The 10 Biggest Cloud Outages Of 2023 (So Far)
IT Glue, Microsoft, Google Cloud and AWS made the list.
A multi-day IT Glue outage in January. An hourslong Microsoft Exchange Online outage in March. And a fire that wreaked havoc for Google Cloud users in Europe.
These are among the biggest cloud outages of 2023 so far based on a CRN review of the incidents that left IT professionals without access to tools.
[RELATED: Microsoft Resolves Hourslong Teams, 365 Online Outage]
Cloud Outages In 2023
Other vendors hit with outages this year include:
*Oracle
*Datadog
*Amazon Web Services (AWS)
Cloud downtime can cost users $100,000 an hour, according to a report this year from New York-based insurance company Parametrix Solutions. Worldwide end-user spending on public cloud services is expected to hit $591.8 billion this year.
A survey by Enterprise Management Associates (EMA) and BigPanda found that the average monetary cost for unplanned outage downtime is $12,900 per minute, according to BigPanda, a Redwood City, Calif.-based event correlation and automation platform provider.
E-learning provider A Cloud Guru recommends users explore a multi-cloud strategy, back up essential data and be familiar with service level agreements (SLAs) to get credits and partial or even full refunds.
Here are the other biggest cloud outages of 2023 so far.
January Microsoft Outages
On Jan. 17, Microsoft Teams and 365 users in North America faced an outage from 9:17 a.m. Eastern to about 2:18 p.m. Eastern.
Outage-tracking website Downdetector showed thousands of reported issues with Teams including 504 reports of issues at approximately 10 a.m. and another 503 reports of issues at 11 a.m.
About 66 percent were a result of server connections, 20 percent due to the application and 14 percent login issues.
On Jan. 25, Reuters reported that a networking outage caused an outage for Azure, Teams, Outlook and other services in the Americas, Europe, Asia Pacific, Middle East and Africa. Services resumed after a full recovery by late morning.
Microsoft said a network connectivity issue happened with devices across the Microsoft wide area network (WAN), according to Reuters.
The incident lasted about five hours, according to Quest Software’s Practical 365. The issue involved a command given to a WAN router to send messages to other routers, resulting in adjacency recomputing and table forwarding, preventing packet forwarding.
Microsoft has about 400,000 channel partners worldwide, according to CRN’s 2023 Channel Chiefs.
January IT Glue Outage
IT Glue reported at around 8 a.m. Pacific on Jan. 18 that it underwent “emergency database maintenance … to resolve an issue some customers are experiencing.”
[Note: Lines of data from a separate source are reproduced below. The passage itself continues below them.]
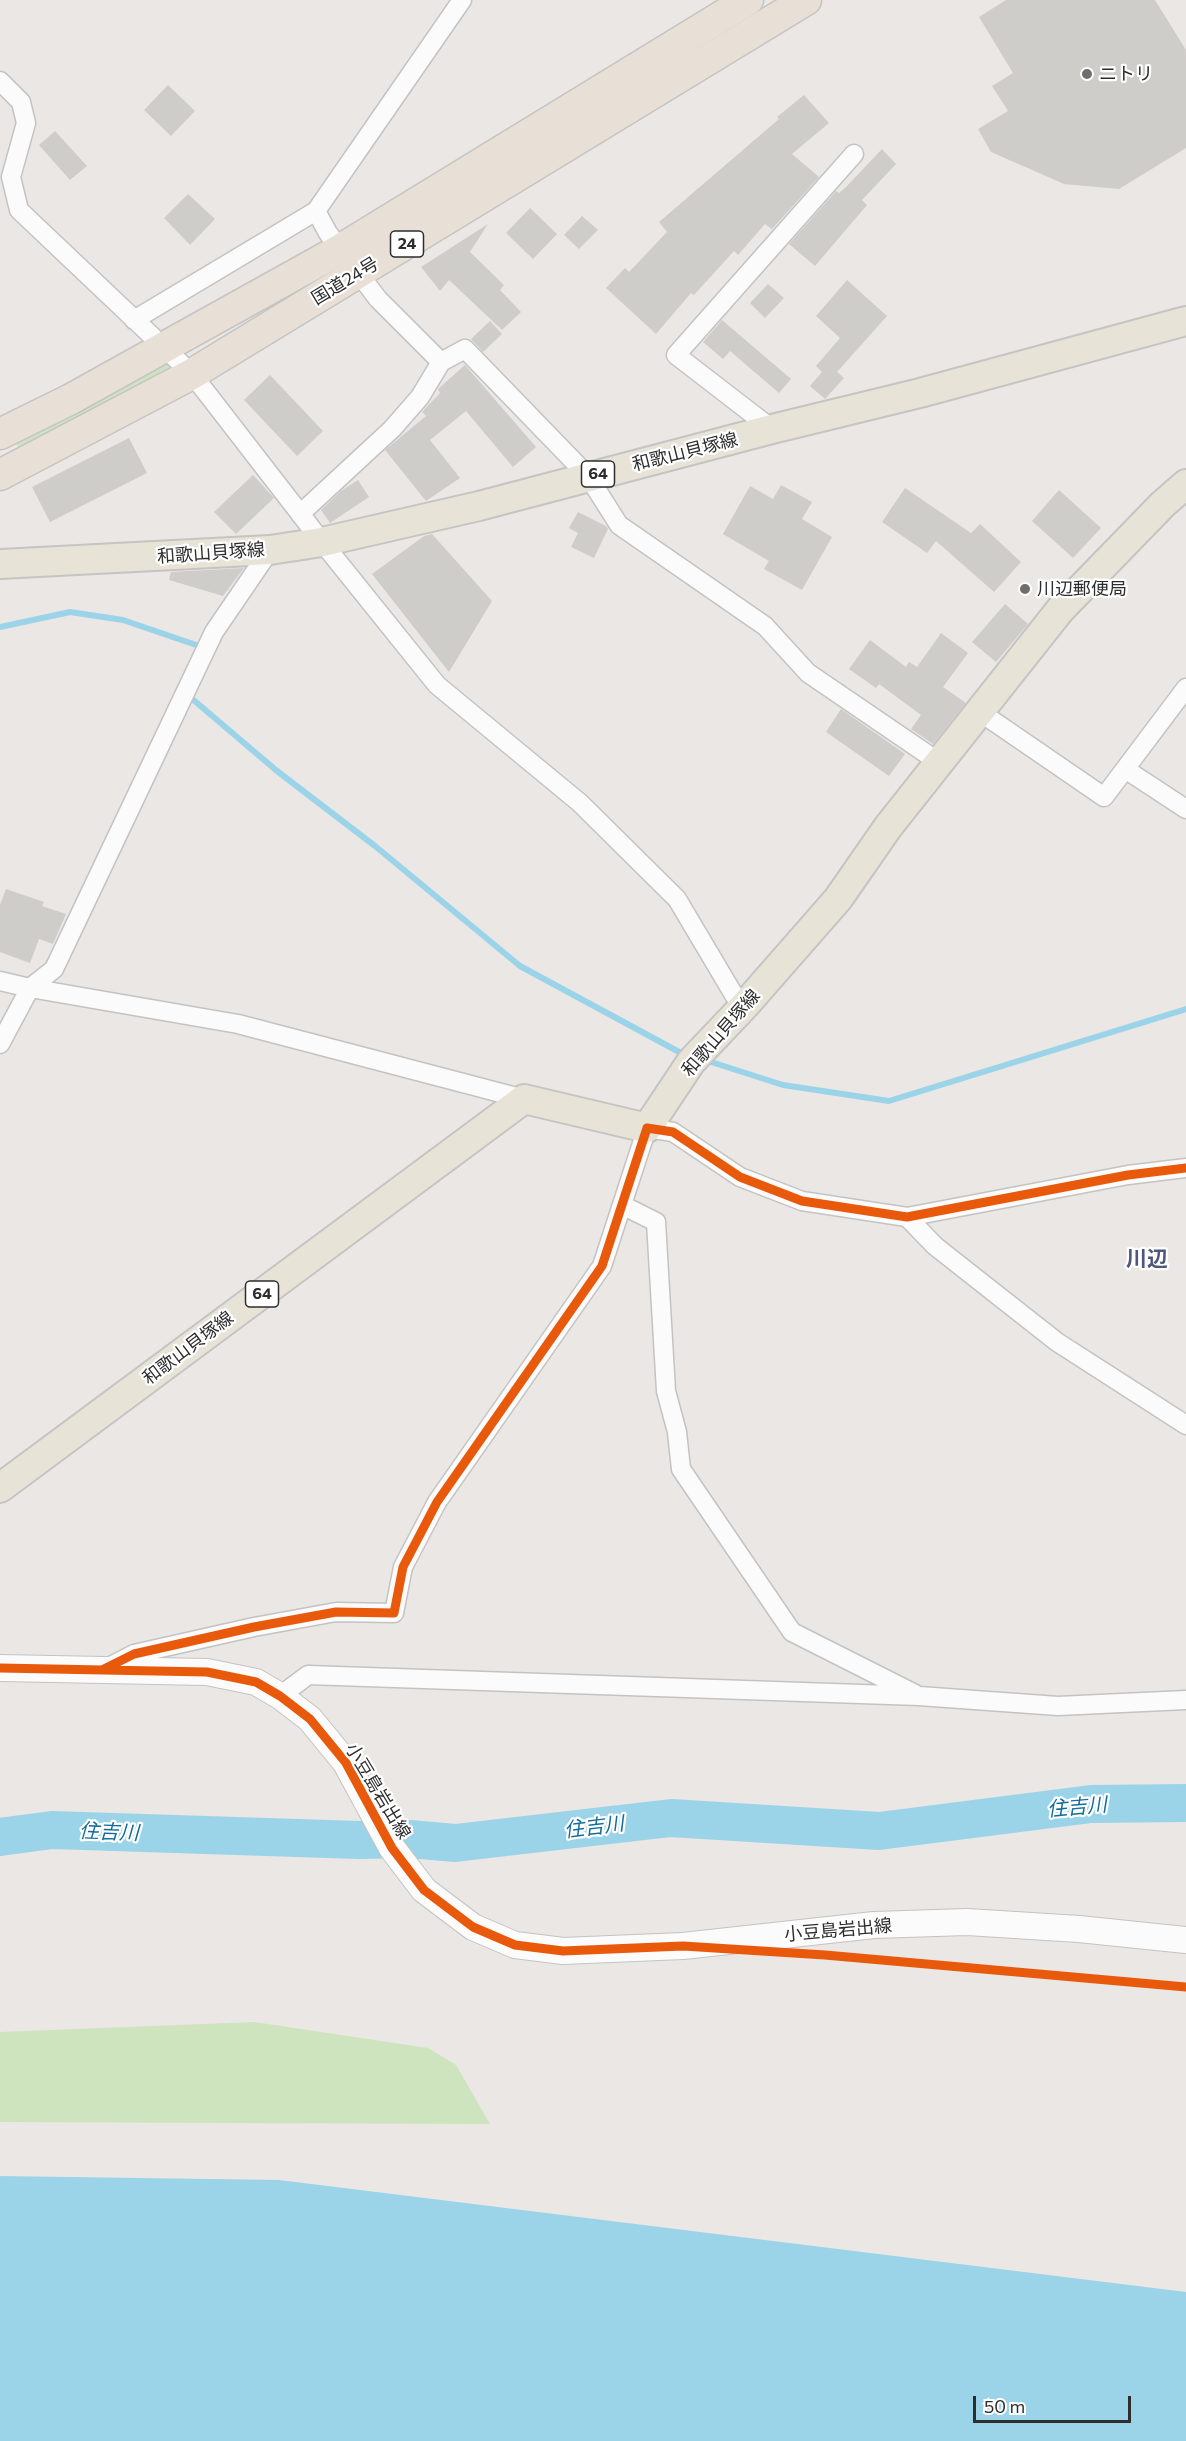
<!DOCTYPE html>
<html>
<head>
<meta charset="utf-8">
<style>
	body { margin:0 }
	#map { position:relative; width:1186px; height:2441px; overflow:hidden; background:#eae7e4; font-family:Commissioner,sans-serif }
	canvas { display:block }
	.scale { position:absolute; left:973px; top:2396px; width:158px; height:27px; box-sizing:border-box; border:3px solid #2d2d2d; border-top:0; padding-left:8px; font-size:18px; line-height:21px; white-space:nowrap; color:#2d2d2d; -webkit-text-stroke:4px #fff; paint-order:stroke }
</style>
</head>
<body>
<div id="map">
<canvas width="1186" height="2441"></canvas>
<div class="scale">50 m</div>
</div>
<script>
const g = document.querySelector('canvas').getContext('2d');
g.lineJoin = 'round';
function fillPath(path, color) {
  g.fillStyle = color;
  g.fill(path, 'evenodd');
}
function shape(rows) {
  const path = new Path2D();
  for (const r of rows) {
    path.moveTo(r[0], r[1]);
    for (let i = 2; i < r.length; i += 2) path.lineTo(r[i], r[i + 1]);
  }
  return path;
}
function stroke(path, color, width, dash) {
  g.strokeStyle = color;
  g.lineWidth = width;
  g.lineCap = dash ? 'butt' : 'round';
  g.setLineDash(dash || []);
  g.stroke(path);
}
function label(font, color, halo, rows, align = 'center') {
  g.font = font + ' Commissioner,"Noto Sans JP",sans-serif';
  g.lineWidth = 4.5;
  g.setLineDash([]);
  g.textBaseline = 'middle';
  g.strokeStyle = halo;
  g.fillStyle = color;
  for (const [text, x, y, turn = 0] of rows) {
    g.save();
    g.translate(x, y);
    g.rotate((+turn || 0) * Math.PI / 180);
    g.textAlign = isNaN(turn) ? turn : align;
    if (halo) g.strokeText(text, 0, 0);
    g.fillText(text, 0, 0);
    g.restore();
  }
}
fillPath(shape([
	[168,360,172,367,21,451,14,440],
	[254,2022,428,2048,456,2065,490,2124,0,2122,0,2032]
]), '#cde4bf');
fillPath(shape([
	[0,2176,279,2180,1186,2292,1186,2441,0,2441]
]), '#9bd4e8');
stroke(shape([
	[0,627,70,612,123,620,205,648],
	[191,694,190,697,277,771,375,846,520,966,681,1053],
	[708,1061,783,1085,889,1101,1186,1009]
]), '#9bd4e8', 6);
stroke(shape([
	[0,1837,52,1830,359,1840,410,1839,455,1843,671,1818,879,1831,1091,1804,1186,1803]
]), '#9bd4e8', 38);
fillPath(shape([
	[1006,0,1155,0,1186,50,1186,148,1119,189,1064,184,991,152,978,129,1008,111,992,86,1013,73,979,17],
	[168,85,195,111,171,136,144,110],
	[804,95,829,123,792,154,819,177,772,229,765,224,738,255,734,251,694,295,691,293,656,334,606,288,625,268,629,272,667,232,659,222,779,119,777,117],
	[55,131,87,166,70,180,39,145],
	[882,149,896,164,862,200,867,205,815,266,789,244,836,191,839,193,846,187],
	[188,194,215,219,190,245,164,218],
	[530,208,557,234,533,259,506,233],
	[582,216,598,230,579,249,564,235],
	[488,224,470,252,504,285,500,290,521,312,502,330,449,280,440,291,421,267],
	[847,280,887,316,837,372,844,378,825,399,810,386,822,372,816,366,840,338,816,316],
	[768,284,784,298,765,318,750,303],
	[722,320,791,379,779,393,730,351,723,359,703,342],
	[490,321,502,334,483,352,471,339],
	[465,365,536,447,513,467,466,411,430,440,460,478,426,501,385,450,426,416,422,412,440,393,438,389],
	[270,375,323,431,297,456,244,400],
	[129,438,147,473,50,522,32,487],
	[253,475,274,498,236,534,214,512],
	[358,480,369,497,330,523,321,510,341,491],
	[781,485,812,502,802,519,832,537,802,590,764,569,769,561,723,534,750,486,773,499],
	[905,488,971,533,980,524,1021,562,994,592,936,541,927,553,882,522],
	[1059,490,1101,528,1073,558,1032,521],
	[578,512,606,526,608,529,594,558,571,547,578,533,569,528],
	[432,534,492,601,449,672,372,574,424,536],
	[244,568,223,596,169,580,171,572],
	[1005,604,1028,624,996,662,972,642],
	[941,633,968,653,943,687,966,703,933,744,911,729,921,715,879,684,876,688,849,669,870,640,906,667,909,662,917,667],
	[841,709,905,754,889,776,826,732],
	[6,889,44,902,42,906,66,914,53,944,39,939,30,963,0,952,0,905]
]), '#cfcdca');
const minor = shape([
	[462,0,316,211,328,233,378,299,441,362,465,349,588,476,619,525,765,626,808,673,940,763],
	[0,81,21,102,26,123,11,177,19,210,192,374,322,542,437,685,580,803,677,899,734,995,746,1004],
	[134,320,316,211],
	[772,429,676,355,854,154],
	[300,514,392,429,420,397,441,362],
	[980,712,1104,797,1186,688],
	[1125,769,1186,809],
	[0,981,30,988,238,1024,524,1099],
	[0,1044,30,988,54,969,214,632,270,550],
	[622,1205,656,1222,666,1391,677,1432,681,1469,792,1632,915,1694],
	[907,1217,935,1246,1057,1342,1186,1425],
	[105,1669,134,1654,254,1627,336,1612,394,1613,403,1567,437,1502,602,1266,647,1128,673,1132,740,1177,802,1201,907,1217,1128,1175,1186,1168],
	[280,1696,308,1675,919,1696,1058,1706,1186,1700]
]);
const secondary = shape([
	[0,1668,207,1672,256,1682,280,1696,310,1719,346,1763,392,1848,424,1890,473,1927,515,1945,563,1951,683,1946,874,1925,967,1922,1079,1929,1186,1940]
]);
const primary = shape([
	[0,564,270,550,322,542,479,506,772,429,920,393,1186,321],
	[0,1488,524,1099,647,1128,691,1062,746,1004,838,899,888,827,1060,610,1163,504,1186,484]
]);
const trunk = shape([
	[0,434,71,399,341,249,748,0],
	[0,475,192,374,806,0]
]);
stroke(minor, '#c4c3c3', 21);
stroke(secondary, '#c4c3c3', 28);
stroke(primary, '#c6c4c3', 32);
stroke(trunk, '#c6c4c3', 33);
stroke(minor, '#fcfbfb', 18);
stroke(secondary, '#fcfbfb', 26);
stroke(primary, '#e7e3d6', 28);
stroke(trunk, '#e8e0d6', 30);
stroke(shape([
	[0,1668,207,1672,256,1682,280,1696,310,1719,346,1763,392,1848,424,1890,473,1927,515,1945,563,1951,683,1946,825,1955,1186,1987],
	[102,1670,134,1654,254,1627,336,1612,394,1613,403,1567,437,1502,602,1266,647,1128,673,1132,740,1177,802,1201,907,1217,1128,1175,1186,1168]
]), '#e8590c', 9);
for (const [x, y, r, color] of [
	[1087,74,6,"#6f6e6d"],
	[1025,589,6,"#6f6e6d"]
]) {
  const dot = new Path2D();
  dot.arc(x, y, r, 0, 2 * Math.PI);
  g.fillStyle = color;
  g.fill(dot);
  stroke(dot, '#fff', 2);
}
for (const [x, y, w] of [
	[407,244,33],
	[598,474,33],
	[262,1294,33]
]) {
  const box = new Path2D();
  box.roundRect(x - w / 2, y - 13, w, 26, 4.5);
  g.fillStyle = '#fff';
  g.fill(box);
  stroke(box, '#2d2d2d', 1.5);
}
label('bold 16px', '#2d2d2d', null, [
	["24",407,244],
	["64",598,474],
	["64",262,1294]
]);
label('18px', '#2d2d2d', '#fff', [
	["ニトリ",1099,74],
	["川辺郵便局",1037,589]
], 'left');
label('18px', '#2d2d2d', '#fff', [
	["国道24号",345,281,-31],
	["和歌山貝塚線",685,452,-14],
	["和歌山貝塚線",211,553,-4],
	["和歌山貝塚線",721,1033,-49],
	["和歌山貝塚線",188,1348,-37],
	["小豆島岩出線",378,1791,59],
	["小豆島岩出線",838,1930,-5]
]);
label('italic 20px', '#146c9a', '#fff', [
	["住吉川",1077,1807,-5],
	["住吉川",594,1827,-7],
	["住吉川",109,1832,2]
]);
label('bold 21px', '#4f577c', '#fff', [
	["川辺",1147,1259]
]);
</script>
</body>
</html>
The IT documentation software vendor owned by Kaseya was put into read-only mode until 9:33 a.m. Pacific, according to the incident report.
IT Glue restored all passwords and documents were restored by Jan. 20.
Although IT Glue doesn’t have incident reports for the following dates, users of Reddit posted about issues with the platform on Jan. 9 and Jan. 11 as well.
IT Glue’s user base includes more than 13,000 organizations worldwide and more than 350,000 individuals.
February Oracle, NetSuite Outages
Despite public assertions by Oracle co-founder and Chief Technology Officer Larry Ellison that the vendor’s Oracle Cloud Infrastructure (OCI) “doesn’t go down,” the vendor saw a couple of issues in February.
A multi-day OCI outage struck in February, according to Network World.
The issue started at around 10:30 a.m. Pacific time Feb. 13 and lasted until around 3:30 p.m. Wednesday for users in the Americas, Australia, Asia Pacific, the Middle East, Europe and Asia.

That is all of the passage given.